■ **WHAT THE TASK REQUIRES**:
Where does the word "buttons" appear in the data? Copy every line that holds it.

(DATASET ENTRIES begins)

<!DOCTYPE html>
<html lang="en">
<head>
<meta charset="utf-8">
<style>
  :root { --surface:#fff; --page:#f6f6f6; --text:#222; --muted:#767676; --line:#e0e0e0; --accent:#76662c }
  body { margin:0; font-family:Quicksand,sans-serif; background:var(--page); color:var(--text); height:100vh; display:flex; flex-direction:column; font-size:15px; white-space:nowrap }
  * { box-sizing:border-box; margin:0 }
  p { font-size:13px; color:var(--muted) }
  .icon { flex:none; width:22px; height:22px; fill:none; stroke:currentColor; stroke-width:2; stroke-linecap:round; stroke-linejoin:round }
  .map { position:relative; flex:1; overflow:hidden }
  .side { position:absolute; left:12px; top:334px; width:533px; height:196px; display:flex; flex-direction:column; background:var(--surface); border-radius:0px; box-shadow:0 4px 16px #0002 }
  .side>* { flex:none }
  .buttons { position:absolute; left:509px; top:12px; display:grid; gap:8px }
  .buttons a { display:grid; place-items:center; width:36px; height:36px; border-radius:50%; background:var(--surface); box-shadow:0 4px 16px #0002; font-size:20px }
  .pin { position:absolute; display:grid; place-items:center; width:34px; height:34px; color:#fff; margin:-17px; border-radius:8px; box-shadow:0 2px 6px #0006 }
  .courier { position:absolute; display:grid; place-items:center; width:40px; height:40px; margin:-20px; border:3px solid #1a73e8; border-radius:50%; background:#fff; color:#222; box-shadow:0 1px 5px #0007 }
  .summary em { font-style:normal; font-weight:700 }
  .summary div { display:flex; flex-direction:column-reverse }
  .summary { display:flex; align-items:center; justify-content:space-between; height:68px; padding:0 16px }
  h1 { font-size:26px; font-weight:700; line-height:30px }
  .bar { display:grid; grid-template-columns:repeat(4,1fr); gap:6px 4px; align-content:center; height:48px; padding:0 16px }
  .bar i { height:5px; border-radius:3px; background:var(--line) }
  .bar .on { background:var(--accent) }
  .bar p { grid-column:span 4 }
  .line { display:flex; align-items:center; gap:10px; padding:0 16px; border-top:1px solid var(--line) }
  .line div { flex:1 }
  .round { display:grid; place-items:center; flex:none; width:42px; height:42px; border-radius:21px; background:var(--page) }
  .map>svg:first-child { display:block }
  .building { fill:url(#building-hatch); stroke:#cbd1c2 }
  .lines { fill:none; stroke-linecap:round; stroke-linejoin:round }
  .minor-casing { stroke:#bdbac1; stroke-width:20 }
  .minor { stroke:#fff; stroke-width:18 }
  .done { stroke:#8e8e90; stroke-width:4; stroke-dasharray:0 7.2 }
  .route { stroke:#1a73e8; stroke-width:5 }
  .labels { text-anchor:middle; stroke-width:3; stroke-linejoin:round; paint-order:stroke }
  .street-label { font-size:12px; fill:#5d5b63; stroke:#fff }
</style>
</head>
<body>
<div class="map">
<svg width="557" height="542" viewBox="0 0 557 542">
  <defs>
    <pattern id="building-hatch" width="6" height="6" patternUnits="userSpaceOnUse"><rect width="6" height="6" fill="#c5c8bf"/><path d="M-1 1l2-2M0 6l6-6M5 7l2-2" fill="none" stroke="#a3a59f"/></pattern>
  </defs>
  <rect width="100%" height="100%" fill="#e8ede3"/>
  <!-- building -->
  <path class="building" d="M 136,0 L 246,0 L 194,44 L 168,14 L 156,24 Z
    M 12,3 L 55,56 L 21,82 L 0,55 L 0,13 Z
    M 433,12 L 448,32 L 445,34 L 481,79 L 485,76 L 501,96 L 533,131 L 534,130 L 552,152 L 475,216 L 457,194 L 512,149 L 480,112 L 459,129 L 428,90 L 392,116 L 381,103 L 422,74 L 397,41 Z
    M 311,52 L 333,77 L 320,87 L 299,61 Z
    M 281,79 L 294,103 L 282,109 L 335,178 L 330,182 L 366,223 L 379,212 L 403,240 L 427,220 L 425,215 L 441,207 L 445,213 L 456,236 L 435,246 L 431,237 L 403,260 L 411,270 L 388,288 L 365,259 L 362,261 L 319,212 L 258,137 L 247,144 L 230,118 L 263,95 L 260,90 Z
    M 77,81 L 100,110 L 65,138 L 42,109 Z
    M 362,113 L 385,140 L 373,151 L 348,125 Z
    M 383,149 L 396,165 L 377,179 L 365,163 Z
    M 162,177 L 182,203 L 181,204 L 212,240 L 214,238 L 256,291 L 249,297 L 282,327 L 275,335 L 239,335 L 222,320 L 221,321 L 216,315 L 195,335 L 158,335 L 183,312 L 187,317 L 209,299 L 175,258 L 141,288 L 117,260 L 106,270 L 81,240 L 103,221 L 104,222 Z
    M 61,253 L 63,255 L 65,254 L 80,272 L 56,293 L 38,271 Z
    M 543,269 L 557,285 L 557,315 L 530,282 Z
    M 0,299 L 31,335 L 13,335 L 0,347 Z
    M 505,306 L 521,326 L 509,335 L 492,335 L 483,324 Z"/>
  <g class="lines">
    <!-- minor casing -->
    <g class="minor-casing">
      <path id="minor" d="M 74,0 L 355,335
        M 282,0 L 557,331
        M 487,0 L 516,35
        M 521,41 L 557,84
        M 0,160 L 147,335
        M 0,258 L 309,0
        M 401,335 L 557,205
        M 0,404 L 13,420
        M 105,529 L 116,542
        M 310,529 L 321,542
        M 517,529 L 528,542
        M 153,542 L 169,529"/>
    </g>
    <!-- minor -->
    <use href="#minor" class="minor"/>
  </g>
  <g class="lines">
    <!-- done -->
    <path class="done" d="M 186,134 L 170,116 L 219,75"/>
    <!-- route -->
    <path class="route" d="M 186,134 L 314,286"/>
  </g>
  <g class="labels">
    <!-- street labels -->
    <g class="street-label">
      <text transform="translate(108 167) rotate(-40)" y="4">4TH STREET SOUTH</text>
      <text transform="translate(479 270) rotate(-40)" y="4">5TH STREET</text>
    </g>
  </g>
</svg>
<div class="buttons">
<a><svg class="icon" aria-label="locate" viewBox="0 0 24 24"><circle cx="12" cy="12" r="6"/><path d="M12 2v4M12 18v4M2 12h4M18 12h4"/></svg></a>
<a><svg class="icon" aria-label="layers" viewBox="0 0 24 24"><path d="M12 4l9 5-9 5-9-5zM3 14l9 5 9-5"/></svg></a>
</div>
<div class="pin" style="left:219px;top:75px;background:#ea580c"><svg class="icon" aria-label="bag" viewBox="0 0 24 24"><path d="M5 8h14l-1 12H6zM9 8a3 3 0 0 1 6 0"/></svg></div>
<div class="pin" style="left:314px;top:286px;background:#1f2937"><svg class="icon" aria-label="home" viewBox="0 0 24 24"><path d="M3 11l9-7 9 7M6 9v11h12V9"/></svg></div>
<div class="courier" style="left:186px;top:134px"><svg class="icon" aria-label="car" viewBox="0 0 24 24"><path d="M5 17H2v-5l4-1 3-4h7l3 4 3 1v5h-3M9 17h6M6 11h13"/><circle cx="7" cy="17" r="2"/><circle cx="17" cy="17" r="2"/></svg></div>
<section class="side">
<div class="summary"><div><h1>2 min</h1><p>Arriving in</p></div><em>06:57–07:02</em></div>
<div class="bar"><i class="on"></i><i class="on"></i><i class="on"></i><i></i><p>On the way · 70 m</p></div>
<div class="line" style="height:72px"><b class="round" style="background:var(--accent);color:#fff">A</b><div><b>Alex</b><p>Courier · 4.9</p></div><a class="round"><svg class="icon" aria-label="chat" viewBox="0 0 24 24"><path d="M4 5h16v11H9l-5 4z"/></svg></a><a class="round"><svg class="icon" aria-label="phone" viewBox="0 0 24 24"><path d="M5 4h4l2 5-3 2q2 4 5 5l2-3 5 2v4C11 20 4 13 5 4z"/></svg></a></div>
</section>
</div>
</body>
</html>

(DATASET ENTRIES ends)
(DATASET ENTRIES begins)

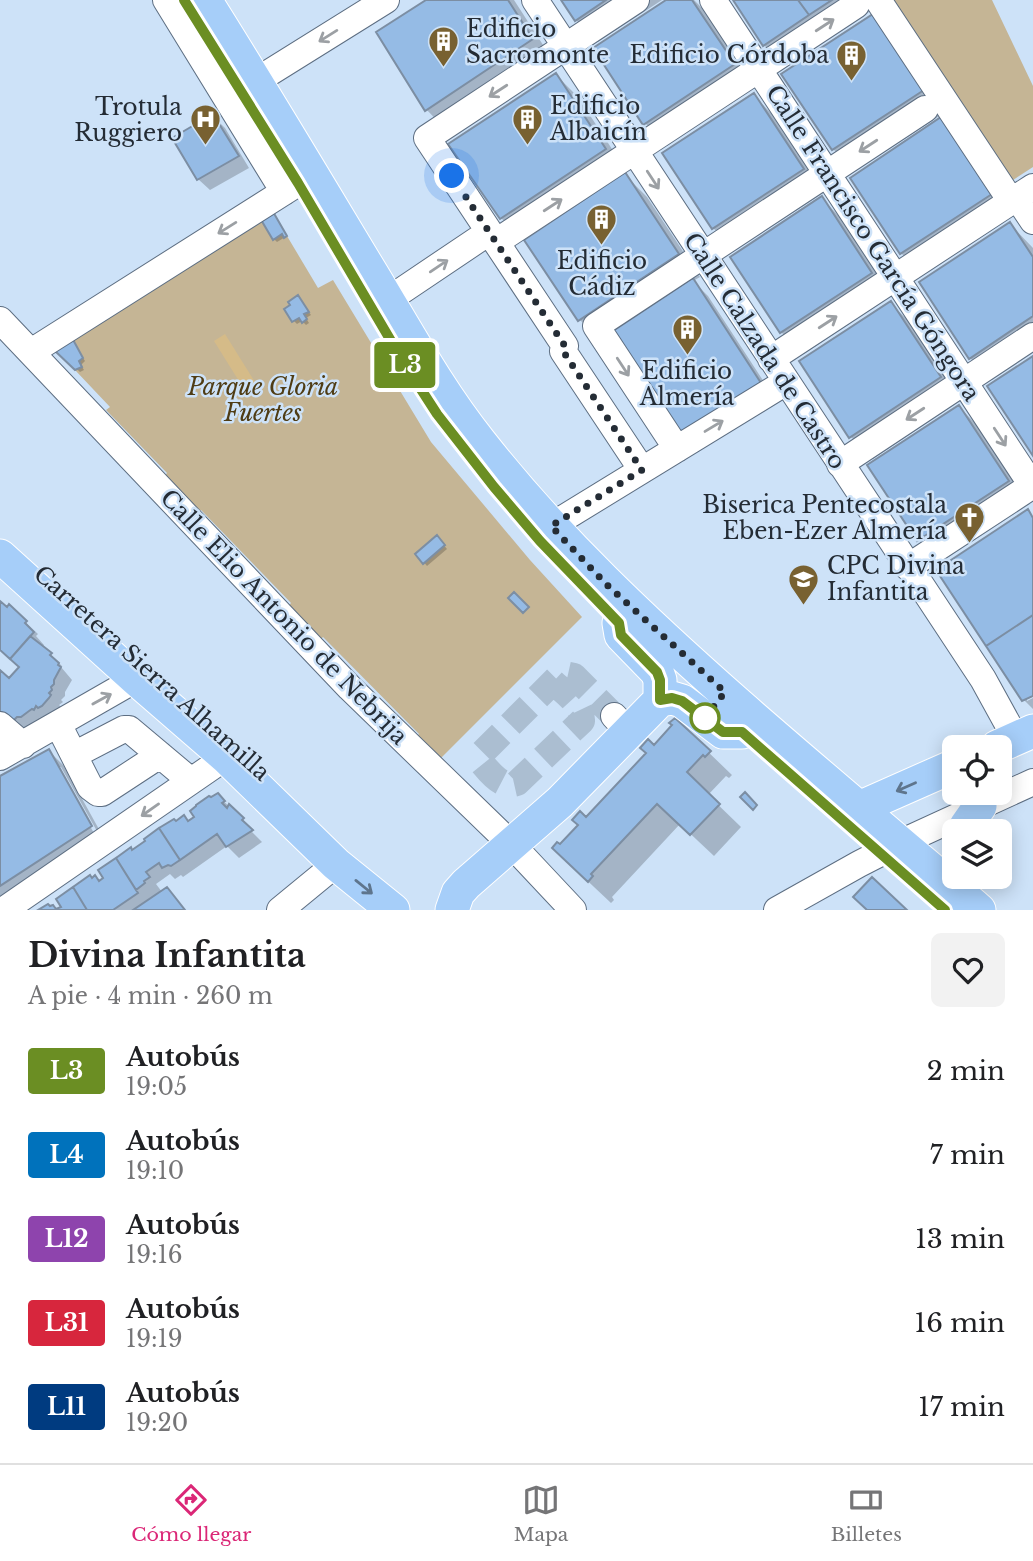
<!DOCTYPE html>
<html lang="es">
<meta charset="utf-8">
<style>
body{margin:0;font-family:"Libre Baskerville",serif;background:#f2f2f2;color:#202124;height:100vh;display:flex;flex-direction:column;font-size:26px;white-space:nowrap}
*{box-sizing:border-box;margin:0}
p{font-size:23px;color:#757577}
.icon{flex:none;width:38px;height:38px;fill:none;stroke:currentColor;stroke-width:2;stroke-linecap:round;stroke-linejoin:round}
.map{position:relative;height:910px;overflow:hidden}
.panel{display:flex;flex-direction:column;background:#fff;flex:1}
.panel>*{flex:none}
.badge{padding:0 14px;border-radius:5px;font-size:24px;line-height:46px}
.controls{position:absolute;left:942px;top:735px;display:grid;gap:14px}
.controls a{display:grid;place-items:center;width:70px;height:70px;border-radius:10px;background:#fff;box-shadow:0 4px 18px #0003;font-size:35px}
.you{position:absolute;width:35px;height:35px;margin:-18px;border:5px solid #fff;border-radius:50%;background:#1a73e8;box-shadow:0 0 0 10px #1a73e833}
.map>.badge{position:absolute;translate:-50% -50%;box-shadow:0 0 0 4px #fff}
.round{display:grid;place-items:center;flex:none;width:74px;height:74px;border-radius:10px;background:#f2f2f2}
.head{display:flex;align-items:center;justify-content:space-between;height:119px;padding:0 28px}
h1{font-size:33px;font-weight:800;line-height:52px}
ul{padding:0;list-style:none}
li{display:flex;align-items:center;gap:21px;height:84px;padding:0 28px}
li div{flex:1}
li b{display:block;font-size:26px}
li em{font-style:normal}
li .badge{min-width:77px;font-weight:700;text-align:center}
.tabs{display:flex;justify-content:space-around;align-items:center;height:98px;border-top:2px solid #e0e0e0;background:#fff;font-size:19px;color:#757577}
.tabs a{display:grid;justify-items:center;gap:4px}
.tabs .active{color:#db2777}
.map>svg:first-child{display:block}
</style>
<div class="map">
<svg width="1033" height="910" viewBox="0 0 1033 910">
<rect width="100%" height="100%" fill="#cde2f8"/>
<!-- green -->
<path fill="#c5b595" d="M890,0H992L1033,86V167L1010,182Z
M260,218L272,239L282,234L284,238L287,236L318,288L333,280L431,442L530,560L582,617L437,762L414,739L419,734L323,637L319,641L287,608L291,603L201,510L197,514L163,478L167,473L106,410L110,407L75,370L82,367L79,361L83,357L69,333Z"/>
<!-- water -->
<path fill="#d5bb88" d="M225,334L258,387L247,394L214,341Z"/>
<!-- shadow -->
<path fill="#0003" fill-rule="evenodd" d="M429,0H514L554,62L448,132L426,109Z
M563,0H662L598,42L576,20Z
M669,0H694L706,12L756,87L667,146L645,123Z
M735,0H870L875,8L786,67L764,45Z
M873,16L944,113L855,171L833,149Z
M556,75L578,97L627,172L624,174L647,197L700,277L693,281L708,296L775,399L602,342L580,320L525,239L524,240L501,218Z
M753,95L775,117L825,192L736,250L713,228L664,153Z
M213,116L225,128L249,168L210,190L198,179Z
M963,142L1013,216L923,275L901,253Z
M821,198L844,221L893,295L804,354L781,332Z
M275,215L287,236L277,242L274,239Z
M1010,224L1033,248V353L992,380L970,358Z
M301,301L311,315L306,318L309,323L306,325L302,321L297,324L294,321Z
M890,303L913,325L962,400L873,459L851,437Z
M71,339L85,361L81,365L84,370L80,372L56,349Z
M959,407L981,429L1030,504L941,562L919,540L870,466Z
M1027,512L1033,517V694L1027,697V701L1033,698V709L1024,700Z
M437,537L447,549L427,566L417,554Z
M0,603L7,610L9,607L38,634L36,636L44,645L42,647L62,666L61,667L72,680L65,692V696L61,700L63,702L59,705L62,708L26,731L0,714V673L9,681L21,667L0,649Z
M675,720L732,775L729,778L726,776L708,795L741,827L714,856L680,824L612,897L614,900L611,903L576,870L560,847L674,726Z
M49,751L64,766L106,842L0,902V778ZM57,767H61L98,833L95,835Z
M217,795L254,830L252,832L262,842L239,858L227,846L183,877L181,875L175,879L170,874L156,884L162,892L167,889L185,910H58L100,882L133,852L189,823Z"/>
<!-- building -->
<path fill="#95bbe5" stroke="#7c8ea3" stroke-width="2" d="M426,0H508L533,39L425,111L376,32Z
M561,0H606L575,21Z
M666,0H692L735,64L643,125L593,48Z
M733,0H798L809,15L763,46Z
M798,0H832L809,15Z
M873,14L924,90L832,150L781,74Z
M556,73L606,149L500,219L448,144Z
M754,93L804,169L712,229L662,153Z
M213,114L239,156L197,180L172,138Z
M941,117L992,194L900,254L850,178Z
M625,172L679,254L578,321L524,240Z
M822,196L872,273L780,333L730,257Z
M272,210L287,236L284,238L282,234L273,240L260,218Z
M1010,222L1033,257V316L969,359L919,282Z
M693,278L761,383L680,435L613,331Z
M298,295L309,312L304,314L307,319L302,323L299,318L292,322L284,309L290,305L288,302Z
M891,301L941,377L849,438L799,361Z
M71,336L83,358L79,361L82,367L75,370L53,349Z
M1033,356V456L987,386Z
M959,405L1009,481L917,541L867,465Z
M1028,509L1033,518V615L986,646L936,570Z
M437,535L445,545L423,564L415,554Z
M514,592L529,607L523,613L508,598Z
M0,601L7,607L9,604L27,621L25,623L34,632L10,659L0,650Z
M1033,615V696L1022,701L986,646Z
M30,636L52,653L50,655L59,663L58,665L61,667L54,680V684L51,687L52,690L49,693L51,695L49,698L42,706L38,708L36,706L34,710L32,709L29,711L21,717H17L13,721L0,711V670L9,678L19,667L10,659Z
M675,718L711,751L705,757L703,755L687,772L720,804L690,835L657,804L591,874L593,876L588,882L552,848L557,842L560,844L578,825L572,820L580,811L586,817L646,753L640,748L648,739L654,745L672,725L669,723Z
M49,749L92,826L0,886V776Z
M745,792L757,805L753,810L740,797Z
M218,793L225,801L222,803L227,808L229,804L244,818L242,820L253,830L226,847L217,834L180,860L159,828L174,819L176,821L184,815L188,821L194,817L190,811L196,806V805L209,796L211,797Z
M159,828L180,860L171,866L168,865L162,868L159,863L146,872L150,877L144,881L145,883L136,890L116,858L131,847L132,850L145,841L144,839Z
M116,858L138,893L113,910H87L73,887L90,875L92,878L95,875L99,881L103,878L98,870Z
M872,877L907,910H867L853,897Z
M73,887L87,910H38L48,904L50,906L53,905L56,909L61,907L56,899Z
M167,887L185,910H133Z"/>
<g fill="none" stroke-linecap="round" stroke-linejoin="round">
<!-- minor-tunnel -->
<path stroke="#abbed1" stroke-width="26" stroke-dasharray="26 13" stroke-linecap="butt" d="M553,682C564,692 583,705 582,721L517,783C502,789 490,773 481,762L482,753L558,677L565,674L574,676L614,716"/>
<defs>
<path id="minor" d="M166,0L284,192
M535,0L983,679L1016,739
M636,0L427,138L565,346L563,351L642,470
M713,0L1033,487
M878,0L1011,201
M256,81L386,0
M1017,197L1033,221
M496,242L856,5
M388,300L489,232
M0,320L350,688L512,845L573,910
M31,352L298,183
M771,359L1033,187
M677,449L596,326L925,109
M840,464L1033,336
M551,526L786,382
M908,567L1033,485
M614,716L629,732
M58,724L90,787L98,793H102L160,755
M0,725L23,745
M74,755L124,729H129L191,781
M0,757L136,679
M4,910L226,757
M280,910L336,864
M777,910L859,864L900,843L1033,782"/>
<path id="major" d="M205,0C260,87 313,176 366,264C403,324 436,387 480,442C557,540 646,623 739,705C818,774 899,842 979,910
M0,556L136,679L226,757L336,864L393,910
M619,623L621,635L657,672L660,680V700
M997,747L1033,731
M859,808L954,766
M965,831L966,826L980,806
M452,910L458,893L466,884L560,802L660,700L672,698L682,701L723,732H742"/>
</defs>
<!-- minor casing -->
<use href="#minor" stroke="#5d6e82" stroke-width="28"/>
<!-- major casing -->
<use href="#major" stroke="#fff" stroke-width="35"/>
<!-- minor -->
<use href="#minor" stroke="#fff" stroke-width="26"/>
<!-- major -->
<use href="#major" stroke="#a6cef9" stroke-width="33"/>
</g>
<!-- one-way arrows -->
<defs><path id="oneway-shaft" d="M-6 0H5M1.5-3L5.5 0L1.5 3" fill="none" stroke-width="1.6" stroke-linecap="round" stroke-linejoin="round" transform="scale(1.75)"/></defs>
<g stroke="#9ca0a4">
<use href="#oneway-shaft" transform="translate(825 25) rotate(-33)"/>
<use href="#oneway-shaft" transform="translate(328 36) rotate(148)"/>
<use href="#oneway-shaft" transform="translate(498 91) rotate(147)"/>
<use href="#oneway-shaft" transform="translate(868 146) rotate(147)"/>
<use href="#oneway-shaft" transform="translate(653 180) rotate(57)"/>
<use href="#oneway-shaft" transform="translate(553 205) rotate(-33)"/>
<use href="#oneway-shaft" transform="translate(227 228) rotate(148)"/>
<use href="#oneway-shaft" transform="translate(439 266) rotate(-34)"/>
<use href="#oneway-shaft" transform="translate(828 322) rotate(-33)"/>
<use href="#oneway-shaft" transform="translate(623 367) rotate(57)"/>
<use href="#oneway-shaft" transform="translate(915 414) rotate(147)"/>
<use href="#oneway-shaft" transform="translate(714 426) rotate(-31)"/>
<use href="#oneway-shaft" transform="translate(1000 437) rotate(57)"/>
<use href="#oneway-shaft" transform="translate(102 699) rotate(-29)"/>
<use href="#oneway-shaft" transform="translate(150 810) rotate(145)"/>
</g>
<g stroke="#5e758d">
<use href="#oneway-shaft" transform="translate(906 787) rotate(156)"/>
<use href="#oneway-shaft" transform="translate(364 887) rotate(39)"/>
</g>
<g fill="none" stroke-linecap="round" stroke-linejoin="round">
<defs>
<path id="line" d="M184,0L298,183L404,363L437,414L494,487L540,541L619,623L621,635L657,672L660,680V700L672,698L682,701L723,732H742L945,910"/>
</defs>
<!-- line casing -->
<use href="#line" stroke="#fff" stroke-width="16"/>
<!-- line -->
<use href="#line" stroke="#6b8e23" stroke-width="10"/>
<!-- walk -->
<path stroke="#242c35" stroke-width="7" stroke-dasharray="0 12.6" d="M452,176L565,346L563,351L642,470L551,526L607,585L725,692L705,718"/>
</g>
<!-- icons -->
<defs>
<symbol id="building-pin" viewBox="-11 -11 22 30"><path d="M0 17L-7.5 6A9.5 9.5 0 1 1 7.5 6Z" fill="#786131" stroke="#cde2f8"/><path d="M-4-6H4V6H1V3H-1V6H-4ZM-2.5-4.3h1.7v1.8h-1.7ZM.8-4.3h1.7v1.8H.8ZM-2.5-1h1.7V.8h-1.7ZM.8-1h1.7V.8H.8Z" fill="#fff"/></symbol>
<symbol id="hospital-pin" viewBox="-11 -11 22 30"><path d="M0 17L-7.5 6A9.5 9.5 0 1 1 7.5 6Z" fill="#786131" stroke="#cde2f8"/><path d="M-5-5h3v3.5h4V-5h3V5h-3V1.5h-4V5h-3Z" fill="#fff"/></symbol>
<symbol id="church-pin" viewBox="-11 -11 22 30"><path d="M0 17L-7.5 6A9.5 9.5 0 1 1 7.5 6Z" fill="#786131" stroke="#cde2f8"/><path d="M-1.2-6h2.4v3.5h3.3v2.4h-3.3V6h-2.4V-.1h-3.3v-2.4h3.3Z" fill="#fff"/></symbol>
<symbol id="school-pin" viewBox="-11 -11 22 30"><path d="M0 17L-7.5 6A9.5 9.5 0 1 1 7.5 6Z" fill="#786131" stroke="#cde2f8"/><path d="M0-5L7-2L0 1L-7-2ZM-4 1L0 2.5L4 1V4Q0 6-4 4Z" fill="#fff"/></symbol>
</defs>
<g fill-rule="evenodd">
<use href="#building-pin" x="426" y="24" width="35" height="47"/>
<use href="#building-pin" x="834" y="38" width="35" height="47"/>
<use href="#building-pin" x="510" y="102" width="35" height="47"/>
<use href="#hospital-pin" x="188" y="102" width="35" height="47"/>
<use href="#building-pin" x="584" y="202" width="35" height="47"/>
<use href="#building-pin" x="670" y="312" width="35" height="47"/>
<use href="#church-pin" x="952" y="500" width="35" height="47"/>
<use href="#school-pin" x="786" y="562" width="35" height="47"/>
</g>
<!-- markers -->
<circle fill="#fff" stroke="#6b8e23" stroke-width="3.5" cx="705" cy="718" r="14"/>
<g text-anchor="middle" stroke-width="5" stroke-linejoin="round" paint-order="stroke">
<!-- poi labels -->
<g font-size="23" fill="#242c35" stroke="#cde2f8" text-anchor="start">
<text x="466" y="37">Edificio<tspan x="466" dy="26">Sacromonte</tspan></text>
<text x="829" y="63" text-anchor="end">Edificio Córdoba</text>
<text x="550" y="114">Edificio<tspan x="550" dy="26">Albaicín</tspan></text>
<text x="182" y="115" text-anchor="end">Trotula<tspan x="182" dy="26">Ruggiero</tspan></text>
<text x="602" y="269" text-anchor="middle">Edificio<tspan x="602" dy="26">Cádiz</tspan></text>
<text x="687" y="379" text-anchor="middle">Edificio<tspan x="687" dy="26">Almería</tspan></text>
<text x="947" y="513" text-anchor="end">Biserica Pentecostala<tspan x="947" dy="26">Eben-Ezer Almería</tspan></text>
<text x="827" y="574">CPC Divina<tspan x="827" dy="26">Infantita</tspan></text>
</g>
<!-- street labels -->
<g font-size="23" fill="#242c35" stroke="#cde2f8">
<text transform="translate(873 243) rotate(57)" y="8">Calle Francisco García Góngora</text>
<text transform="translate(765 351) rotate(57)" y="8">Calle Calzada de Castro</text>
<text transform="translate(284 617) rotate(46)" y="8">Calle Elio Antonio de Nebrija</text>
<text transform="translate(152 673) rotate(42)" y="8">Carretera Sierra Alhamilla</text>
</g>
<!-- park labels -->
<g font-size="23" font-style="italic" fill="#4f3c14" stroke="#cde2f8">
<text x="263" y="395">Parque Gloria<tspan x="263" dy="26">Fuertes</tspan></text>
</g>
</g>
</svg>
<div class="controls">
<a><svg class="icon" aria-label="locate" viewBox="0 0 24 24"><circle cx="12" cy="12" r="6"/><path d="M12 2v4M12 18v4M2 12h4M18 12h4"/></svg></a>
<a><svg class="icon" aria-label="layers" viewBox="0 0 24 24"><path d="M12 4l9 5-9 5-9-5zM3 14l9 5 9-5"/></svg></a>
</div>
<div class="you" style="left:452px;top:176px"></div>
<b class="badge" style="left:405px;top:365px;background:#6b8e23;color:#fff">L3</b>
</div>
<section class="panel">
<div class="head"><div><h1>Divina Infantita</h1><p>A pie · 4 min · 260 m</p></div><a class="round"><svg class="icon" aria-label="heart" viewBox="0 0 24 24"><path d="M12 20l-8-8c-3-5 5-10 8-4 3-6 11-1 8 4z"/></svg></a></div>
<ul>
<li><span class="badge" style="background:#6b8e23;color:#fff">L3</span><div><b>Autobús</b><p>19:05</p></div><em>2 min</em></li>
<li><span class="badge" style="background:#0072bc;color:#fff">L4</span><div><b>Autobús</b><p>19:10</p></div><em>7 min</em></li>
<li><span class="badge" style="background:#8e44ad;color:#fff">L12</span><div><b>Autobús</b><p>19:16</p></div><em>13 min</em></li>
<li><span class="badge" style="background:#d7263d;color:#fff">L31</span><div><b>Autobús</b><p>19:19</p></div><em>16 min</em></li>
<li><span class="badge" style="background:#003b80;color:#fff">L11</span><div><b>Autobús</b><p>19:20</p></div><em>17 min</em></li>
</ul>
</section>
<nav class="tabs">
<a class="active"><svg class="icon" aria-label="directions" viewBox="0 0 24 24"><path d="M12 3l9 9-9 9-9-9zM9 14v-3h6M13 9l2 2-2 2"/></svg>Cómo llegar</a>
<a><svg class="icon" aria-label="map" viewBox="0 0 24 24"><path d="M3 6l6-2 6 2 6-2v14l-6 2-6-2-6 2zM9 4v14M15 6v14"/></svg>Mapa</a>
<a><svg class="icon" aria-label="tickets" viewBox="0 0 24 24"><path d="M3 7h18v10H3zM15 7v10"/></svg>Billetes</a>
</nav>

(DATASET ENTRIES ends)

■ **RESULT OF THE TASK**:
  .buttons { position:absolute; left:509px; top:12px; display:grid; gap:8px }
  .buttons a { display:grid; place-items:center; width:36px; height:36px; border-radius:50%; background:var(--surface); box-shadow:0 4px 16px #0002; font-size:20px }
<div class="buttons">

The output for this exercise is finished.